◆ **Exercise details**
Each record below is to be set down again precisely.

◆ **Given data**
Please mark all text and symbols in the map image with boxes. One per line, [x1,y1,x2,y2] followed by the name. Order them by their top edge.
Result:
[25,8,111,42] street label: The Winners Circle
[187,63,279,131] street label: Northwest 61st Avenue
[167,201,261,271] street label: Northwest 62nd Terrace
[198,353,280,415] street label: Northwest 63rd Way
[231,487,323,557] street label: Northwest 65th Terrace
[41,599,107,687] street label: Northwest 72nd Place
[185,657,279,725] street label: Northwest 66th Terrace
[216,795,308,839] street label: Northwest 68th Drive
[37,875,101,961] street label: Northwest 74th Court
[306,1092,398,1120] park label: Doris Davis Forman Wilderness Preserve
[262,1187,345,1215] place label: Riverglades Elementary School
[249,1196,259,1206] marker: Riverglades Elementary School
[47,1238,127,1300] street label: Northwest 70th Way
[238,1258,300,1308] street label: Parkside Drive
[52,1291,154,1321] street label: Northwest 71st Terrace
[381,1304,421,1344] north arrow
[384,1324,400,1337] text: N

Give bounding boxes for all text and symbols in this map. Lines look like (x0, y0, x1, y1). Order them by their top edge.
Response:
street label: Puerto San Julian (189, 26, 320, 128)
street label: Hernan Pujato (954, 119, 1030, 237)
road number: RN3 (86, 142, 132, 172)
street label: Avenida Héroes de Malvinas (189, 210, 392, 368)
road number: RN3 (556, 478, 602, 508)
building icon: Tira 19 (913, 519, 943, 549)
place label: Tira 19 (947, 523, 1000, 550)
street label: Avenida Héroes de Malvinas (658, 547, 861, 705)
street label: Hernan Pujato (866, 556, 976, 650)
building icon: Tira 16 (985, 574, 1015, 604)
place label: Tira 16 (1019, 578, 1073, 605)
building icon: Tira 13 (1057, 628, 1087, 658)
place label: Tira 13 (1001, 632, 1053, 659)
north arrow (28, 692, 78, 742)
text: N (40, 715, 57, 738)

◆ **Exercise output**
Please mark all text and symbols in the map image with boxes. One per line, [x1,y1,x2,y2] followed by the name. Order them by their top edge.
Result:
[25,8,111,42] street label: The Winners Circle
[187,63,279,131] street label: Northwest 61st Avenue
[167,201,261,271] street label: Northwest 62nd Terrace
[198,353,280,415] street label: Northwest 63rd Way
[231,487,323,557] street label: Northwest 65th Terrace
[41,599,107,687] street label: Northwest 72nd Place
[185,657,279,725] street label: Northwest 66th Terrace
[216,795,308,839] street label: Northwest 68th Drive
[37,875,101,961] street label: Northwest 74th Court
[306,1092,398,1120] park label: Doris Davis Forman Wilderness Preserve
[262,1187,345,1215] place label: Riverglades Elementary School
[249,1196,259,1206] marker: Riverglades Elementary School
[47,1238,127,1300] street label: Northwest 70th Way
[238,1258,300,1308] street label: Parkside Drive
[52,1291,154,1321] street label: Northwest 71st Terrace
[381,1304,421,1344] north arrow
[384,1324,400,1337] text: N

Give bounding boxes for all text and symbols in this map. Lines look like (x0, y0, x1, y1). Order them by their top edge.
Response:
street label: Puerto San Julian (189, 26, 320, 128)
street label: Hernan Pujato (954, 119, 1030, 237)
road number: RN3 (86, 142, 132, 172)
street label: Avenida Héroes de Malvinas (189, 210, 392, 368)
road number: RN3 (556, 478, 602, 508)
building icon: Tira 19 (913, 519, 943, 549)
place label: Tira 19 (947, 523, 1000, 550)
street label: Avenida Héroes de Malvinas (658, 547, 861, 705)
street label: Hernan Pujato (866, 556, 976, 650)
building icon: Tira 16 (985, 574, 1015, 604)
place label: Tira 16 (1019, 578, 1073, 605)
building icon: Tira 13 (1057, 628, 1087, 658)
place label: Tira 13 (1001, 632, 1053, 659)
north arrow (28, 692, 78, 742)
text: N (40, 715, 57, 738)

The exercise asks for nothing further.